How design will affect the immediate future

Speaking with Design Week, Design Council director of policy, research and communications Dr Ambreen Shah highlights how the pandemic has had a “devastating effect” on DCMS sectors, and suggests that design will have a significant role to play in developing creative solutions to these problems.

“In the early weeks of the pandemic, design was in the headlines for product innovation and supporting the rapid pivoting of businesses to manufacture ventilators and other equipment in short supply,” she says. “Now as we prepare to unlock the UK economy, design is an essential ingredient for the re-opening of key sectors in the recovery phase.”
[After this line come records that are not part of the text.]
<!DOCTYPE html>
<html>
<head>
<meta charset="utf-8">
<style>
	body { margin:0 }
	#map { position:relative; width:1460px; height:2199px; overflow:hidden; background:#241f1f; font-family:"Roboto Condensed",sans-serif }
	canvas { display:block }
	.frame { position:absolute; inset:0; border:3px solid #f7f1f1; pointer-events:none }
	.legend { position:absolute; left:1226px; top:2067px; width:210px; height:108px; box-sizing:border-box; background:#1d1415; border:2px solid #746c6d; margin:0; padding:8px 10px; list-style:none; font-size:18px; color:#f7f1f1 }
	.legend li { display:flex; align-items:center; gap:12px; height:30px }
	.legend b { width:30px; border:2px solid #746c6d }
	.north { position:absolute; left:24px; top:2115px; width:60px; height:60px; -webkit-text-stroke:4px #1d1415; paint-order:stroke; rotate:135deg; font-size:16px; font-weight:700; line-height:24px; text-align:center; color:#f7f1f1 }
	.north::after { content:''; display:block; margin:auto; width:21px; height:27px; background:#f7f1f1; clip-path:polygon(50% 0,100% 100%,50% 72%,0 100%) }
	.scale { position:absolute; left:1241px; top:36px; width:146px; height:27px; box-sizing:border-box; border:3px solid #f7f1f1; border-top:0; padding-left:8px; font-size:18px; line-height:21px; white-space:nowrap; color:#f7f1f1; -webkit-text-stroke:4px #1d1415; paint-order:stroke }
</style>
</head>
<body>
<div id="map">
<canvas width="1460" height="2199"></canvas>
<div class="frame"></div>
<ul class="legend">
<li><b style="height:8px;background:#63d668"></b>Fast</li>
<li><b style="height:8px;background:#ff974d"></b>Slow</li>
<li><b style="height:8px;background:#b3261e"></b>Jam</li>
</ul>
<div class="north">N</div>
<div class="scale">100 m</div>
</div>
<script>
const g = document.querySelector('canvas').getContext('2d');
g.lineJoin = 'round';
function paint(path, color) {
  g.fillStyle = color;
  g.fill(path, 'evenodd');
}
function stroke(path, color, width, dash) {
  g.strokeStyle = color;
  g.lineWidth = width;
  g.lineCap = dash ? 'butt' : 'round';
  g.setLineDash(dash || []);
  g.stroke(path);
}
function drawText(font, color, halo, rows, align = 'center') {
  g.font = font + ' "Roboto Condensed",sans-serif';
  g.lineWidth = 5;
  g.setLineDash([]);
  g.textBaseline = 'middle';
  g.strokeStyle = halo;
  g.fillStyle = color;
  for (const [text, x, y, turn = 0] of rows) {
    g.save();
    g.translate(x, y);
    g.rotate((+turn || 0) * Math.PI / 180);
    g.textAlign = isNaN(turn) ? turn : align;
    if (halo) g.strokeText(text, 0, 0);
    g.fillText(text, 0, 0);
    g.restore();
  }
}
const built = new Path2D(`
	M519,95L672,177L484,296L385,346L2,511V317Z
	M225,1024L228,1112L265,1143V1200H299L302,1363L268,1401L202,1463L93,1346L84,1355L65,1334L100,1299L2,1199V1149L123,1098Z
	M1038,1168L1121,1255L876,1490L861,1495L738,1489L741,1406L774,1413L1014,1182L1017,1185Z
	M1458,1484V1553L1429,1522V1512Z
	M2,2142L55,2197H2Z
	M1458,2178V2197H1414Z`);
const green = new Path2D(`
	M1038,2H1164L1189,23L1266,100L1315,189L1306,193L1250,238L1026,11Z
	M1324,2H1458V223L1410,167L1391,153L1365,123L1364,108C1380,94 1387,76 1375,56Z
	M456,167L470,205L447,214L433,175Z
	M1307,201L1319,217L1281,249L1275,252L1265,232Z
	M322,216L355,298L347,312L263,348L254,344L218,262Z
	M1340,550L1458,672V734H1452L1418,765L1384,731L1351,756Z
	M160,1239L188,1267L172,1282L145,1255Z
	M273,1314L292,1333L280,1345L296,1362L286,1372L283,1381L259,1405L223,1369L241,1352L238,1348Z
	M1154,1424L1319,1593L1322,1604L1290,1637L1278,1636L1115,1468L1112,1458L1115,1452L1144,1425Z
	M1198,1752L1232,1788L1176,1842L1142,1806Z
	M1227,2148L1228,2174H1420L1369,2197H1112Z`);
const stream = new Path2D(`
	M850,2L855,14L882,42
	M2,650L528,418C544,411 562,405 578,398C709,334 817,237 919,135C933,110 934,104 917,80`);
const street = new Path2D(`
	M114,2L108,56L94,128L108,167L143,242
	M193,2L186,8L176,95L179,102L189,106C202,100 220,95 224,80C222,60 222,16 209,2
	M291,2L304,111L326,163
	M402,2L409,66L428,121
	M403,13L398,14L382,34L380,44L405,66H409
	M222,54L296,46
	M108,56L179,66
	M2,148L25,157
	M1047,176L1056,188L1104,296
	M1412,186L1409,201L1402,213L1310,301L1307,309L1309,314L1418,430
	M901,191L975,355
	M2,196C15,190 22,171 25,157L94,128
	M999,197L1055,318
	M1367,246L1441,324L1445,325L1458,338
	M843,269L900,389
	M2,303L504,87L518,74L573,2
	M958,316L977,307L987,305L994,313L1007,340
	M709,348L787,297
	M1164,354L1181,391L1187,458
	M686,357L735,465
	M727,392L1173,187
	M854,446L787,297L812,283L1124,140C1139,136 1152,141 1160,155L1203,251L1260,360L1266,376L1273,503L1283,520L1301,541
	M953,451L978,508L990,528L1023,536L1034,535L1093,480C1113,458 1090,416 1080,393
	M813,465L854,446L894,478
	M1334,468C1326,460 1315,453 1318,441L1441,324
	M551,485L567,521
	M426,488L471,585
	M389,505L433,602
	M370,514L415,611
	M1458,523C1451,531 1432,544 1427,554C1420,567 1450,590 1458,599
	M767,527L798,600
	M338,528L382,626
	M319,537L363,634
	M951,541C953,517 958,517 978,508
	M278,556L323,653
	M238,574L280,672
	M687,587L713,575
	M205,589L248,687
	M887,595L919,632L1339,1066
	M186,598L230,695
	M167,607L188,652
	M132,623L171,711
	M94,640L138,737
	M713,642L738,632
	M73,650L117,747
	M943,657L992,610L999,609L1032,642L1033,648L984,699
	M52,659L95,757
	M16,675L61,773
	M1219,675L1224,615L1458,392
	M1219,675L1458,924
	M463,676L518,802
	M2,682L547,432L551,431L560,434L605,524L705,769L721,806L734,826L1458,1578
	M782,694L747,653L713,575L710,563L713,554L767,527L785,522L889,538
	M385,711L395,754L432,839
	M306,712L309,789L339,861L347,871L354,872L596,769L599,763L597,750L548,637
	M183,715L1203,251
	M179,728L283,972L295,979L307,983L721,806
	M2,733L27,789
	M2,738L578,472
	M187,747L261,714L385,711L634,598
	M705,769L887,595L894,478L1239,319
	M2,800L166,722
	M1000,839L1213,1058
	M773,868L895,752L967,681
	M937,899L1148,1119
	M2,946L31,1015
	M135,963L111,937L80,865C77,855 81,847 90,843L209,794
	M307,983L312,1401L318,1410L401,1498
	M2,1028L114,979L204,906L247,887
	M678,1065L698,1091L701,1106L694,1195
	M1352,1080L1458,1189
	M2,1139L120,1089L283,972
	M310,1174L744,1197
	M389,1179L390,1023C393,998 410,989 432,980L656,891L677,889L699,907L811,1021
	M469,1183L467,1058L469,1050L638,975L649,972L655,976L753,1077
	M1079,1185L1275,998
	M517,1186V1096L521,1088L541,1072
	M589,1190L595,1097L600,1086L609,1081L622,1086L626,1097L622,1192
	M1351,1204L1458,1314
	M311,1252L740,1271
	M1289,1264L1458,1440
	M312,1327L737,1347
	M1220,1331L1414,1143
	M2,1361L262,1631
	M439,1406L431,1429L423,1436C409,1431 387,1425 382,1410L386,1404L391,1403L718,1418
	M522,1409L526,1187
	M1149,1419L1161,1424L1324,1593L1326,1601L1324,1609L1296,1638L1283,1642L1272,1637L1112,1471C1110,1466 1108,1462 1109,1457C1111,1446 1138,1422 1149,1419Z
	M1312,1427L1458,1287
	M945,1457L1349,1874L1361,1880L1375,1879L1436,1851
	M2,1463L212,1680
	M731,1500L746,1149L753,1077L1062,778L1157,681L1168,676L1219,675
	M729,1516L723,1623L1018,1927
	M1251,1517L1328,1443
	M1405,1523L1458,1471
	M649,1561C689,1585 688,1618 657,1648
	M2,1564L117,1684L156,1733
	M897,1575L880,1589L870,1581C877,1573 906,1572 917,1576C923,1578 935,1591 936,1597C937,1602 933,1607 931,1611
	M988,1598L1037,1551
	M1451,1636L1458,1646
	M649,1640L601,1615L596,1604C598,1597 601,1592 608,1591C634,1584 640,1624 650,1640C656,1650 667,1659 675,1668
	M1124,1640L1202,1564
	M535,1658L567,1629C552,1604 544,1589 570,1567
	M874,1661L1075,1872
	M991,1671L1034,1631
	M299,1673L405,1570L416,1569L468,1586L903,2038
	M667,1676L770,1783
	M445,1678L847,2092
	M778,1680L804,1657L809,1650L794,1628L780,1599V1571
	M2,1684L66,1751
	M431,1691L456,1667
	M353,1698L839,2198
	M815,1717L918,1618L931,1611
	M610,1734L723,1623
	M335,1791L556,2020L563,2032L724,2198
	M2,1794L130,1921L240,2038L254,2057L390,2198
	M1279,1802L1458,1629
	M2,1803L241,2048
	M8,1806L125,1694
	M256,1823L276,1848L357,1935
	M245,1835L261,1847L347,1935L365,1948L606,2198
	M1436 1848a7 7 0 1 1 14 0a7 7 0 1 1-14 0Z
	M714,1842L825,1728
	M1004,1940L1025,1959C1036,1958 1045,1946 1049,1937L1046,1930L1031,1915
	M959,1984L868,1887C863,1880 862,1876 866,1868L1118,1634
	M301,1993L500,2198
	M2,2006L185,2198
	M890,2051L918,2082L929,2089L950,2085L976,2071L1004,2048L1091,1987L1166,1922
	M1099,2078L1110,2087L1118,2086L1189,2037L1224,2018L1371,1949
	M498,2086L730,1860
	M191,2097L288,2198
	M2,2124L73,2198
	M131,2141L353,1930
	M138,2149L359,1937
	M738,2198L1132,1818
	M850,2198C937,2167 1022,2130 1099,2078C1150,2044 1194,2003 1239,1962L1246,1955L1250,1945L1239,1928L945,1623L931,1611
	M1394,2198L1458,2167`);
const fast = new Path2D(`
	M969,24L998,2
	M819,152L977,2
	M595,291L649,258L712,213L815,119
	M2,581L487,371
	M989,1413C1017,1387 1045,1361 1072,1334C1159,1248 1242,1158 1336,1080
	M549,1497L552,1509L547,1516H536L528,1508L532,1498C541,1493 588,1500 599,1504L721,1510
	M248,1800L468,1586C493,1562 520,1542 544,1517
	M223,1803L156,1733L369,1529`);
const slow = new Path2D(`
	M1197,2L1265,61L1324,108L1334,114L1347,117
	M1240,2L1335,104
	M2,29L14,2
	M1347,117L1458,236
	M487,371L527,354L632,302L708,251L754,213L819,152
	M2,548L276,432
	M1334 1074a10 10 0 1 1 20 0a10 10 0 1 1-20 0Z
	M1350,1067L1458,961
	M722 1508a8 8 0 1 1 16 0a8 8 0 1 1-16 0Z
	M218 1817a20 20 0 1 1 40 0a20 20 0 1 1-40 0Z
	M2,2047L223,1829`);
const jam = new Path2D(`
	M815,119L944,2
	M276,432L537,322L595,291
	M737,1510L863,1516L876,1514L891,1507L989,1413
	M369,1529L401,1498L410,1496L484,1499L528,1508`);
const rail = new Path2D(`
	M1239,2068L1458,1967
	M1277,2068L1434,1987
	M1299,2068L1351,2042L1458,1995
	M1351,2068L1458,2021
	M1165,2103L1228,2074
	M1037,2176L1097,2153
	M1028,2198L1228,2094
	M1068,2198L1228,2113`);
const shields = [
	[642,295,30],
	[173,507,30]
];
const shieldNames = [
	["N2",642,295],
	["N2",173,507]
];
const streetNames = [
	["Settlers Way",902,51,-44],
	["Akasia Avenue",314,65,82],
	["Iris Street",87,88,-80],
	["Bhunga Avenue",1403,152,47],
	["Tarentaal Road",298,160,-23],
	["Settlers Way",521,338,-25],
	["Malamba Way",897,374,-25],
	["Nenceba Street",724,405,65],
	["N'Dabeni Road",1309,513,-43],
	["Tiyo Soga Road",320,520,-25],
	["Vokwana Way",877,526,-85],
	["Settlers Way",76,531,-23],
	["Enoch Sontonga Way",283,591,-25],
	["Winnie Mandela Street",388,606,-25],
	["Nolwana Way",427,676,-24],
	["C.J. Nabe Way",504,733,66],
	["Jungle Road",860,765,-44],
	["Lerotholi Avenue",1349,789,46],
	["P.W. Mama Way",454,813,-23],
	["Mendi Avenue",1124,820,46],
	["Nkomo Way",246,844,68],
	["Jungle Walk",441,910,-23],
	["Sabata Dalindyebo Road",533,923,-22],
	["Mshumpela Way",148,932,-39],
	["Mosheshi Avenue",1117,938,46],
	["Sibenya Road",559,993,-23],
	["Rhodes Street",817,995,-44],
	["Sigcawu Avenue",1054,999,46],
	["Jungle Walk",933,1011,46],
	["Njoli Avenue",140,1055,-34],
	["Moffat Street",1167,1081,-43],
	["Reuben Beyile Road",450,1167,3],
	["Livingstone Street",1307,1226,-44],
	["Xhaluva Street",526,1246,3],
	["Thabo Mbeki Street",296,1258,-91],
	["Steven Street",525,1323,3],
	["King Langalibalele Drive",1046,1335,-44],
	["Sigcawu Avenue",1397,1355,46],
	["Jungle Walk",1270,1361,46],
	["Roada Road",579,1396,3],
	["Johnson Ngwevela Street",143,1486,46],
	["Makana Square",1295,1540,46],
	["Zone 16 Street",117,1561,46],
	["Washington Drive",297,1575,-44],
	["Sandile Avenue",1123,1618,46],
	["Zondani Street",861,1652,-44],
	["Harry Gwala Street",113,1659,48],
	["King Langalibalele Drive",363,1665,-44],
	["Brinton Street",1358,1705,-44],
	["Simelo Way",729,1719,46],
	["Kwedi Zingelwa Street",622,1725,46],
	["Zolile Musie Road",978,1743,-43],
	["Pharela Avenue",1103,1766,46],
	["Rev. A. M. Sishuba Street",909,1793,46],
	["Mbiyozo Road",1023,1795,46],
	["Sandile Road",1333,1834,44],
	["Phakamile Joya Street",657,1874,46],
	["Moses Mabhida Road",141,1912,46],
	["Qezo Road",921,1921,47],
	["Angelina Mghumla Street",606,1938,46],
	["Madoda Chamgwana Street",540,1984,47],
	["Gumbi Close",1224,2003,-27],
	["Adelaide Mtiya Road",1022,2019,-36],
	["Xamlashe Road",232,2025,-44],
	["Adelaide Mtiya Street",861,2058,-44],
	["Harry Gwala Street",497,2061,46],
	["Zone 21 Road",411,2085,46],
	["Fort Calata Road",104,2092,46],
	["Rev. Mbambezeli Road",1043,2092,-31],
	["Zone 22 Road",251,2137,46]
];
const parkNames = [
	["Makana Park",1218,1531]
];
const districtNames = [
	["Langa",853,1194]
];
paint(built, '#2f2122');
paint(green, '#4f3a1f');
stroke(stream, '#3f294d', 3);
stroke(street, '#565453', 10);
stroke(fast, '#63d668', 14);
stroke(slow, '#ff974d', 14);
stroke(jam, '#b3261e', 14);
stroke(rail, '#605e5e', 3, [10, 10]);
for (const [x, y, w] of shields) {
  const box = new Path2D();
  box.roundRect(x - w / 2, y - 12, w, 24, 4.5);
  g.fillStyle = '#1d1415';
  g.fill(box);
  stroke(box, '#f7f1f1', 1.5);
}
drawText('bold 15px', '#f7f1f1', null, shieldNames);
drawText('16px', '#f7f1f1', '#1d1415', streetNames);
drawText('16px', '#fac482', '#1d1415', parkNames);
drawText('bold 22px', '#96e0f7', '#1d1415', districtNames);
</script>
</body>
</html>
Not only will designers be invested in the output of these taskforces in renewing and supporting their own industry, but as Dr Shah points out, designers will also play a significant role in the renewing of other industries too. In the realm of public spaces and workplaces, for example, she says designers will be key in developing spaces that “feel welcoming but prevent contagion and support safe physical socialising”.

The work ahead will rely on “reimagining the status quo”, she adds, as the country begins moving from emergency fiscal measures toward a sustained recovery.

“Just as Design Council was set up 75 years ago to help rebuild the domestic economy, to thrive in the future [now] requires critical thinking and creativity to redesign the way we live and work.”

Elsewhere in government

  • This week saw the launch of the Future Fund – an initiative from the government which seeks to support “high-growth, innovative” UK businesses. You can apply for a share of the £500 million fund through the website.
  • The government has introduced the Corporate Governance and Insolvency Bill to Parliament this week, which aims to provide support for businesses. According to business secretary Alok Sharma, it will “help companies that were trading successfully before the COVID-19emergency to protect jobs and put them in the best possible position to bounce back”.